UBC Theses and Dissertations
The Church Missionary Society Red River Mission and the emergence of a native ministry 1820-1860, with a case study of Charles Pratt of Touchwood Hills Stevenson, Winona L.
This ethnohistorical study examines the emergence of a Church of England, Church Missionary Society (CMS) Native Ministry in the Canadian North West. The intent is twofold. First it will re-evaluate the prevailing misconceptions and inadequate interpretations about the establishment, goals, and impact of Western Canada's first Indian education program. Second, it will analyse the conditions surrounding the decision of the CMS to recruit Native church workers and what motivated these men to participate.
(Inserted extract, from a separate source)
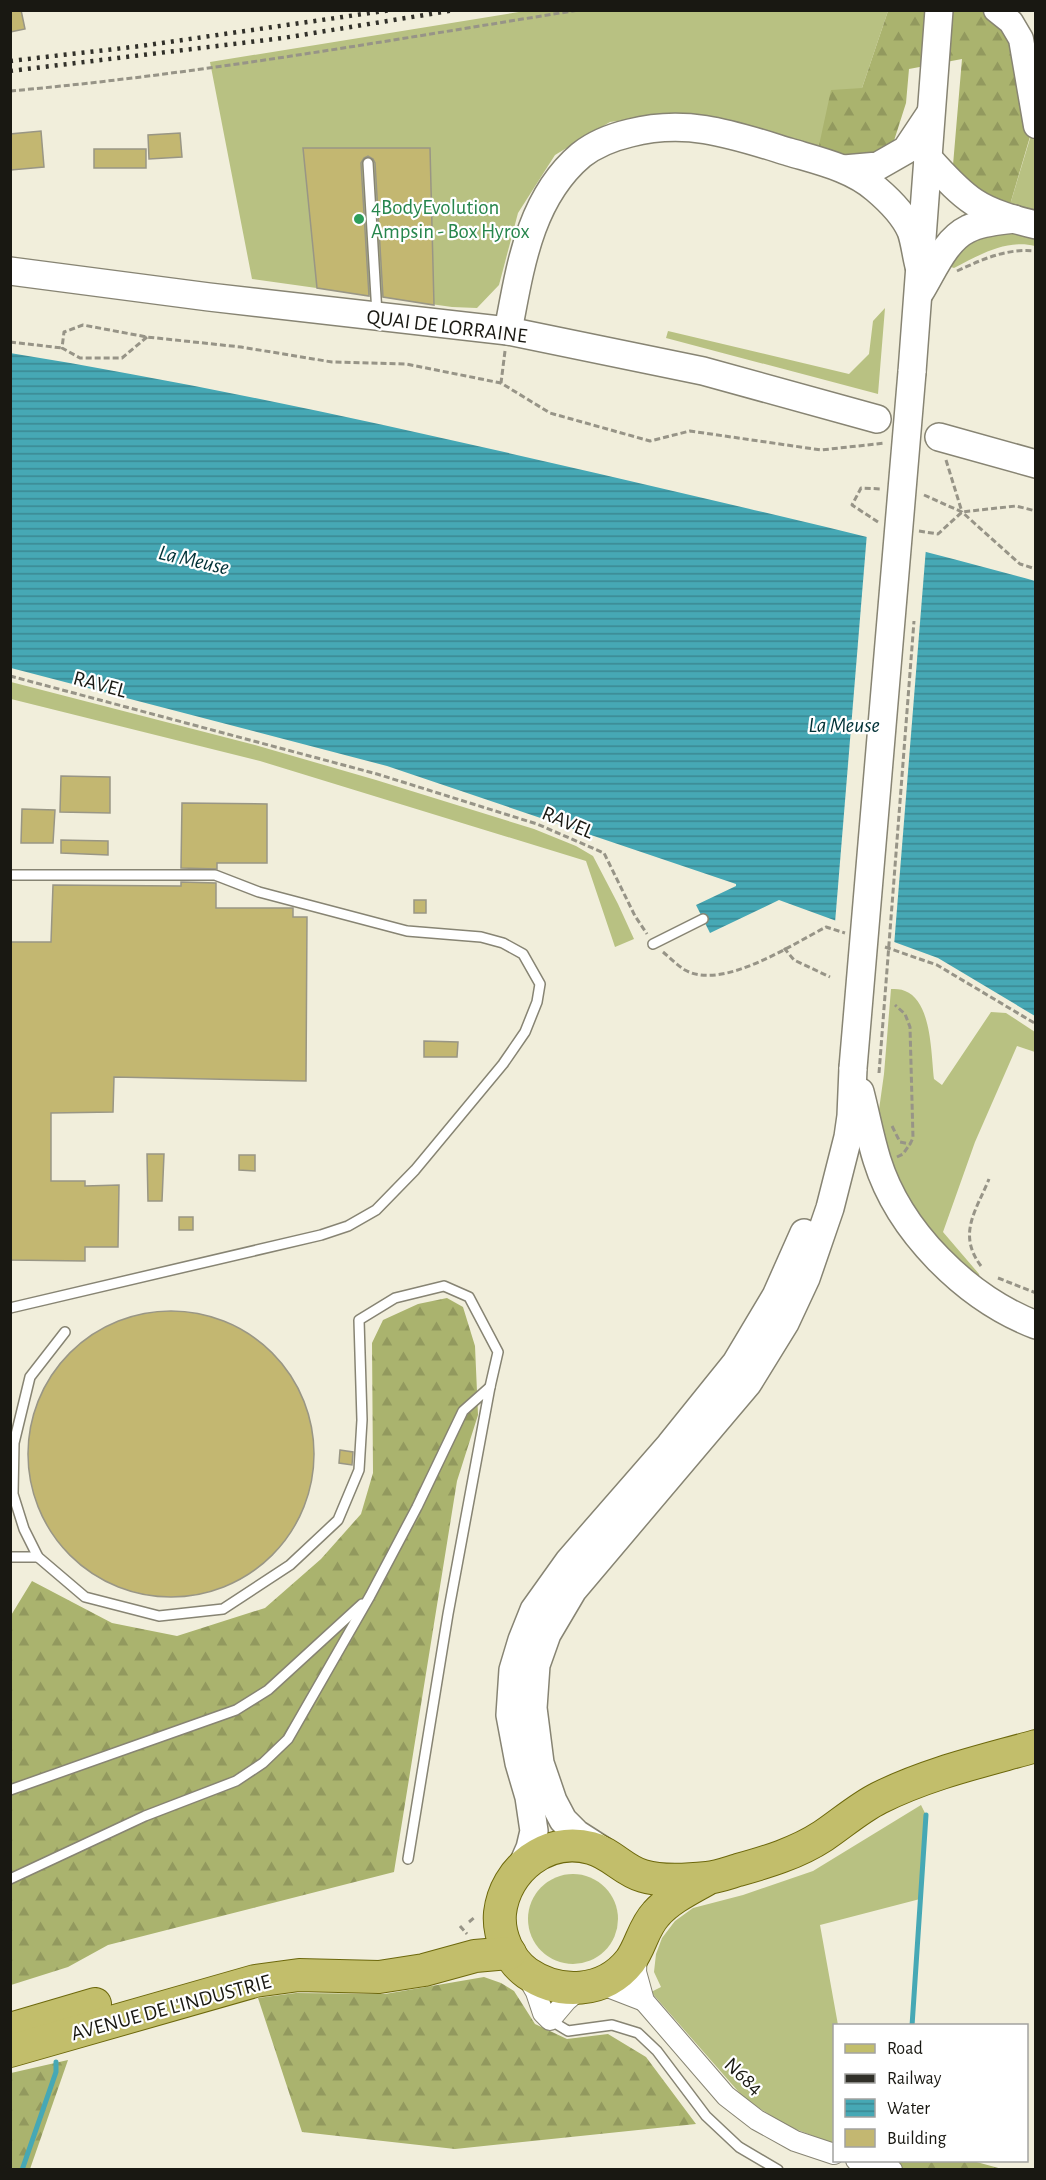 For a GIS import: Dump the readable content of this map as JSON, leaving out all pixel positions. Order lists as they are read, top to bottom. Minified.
{"streets":{"main road":["QUAI DE LORRAINE","AVENUE DE L'INDUSTRIE"],"street":["N684"],"path":["RAVEL"]},"crossings":[["AVENUE DE L'INDUSTRIE","N684"]],"water":["La Meuse"],"places":["4BodyEvolution Ampsin - Box Hyrox"],"legend":["Road","Railway","Water","Building"]}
Rather than philanthropic evangelical zeal, it is clear that socio-economic and political factors forced the Hudson's Bay Company (HBC) in Rupert's Land to open its doors to mission activity among peoples whose way of life it intended to protect and maintain for its own purposes. The local HBC played a significant role in the dissemination of Western values, social order, and intellectual tools. It determined who would have access to "higher" learning and the quality they would received. Furthermore, it had no intention of bogging-down its Native labourers and fur gatherers with "civilized" notions that might induce them to neglect or abandon their primary occupations. However, a handful of converted and formally educated Native men emerged from the Red River mission school, where they were primed to partake in the religious and cultural transformations of their respective societies. By the 1850s Native catechists and schoolteachers traversed the boundaries of the Red River settlement, charged with the responsibility of paving the way for European Christian expansion. Until now, these men - their attitudes, activities, goals, and impacts - have been neglected by ethnohistorians interested in Indian-missionary encounters and socio-cultural change. Yet these men, were the forerunners, the buffers, and the middlemen in this process. The case study of one such man, Charles Pratt, indicates that their purpose and loyalties may' very well have been at odds with those of their superiors. Pratt syncretized Indigenous and European spirituality, skills, and ways of life in the best interests of his peoples' survival. This thesis proposes that a closer examination of these spiritual "middlemen," from the perspective of their prospective converts, as opposed to their European superiors, will have a profound impact on our future understanding of Indian responses to Christian missions, and their relative success or failure.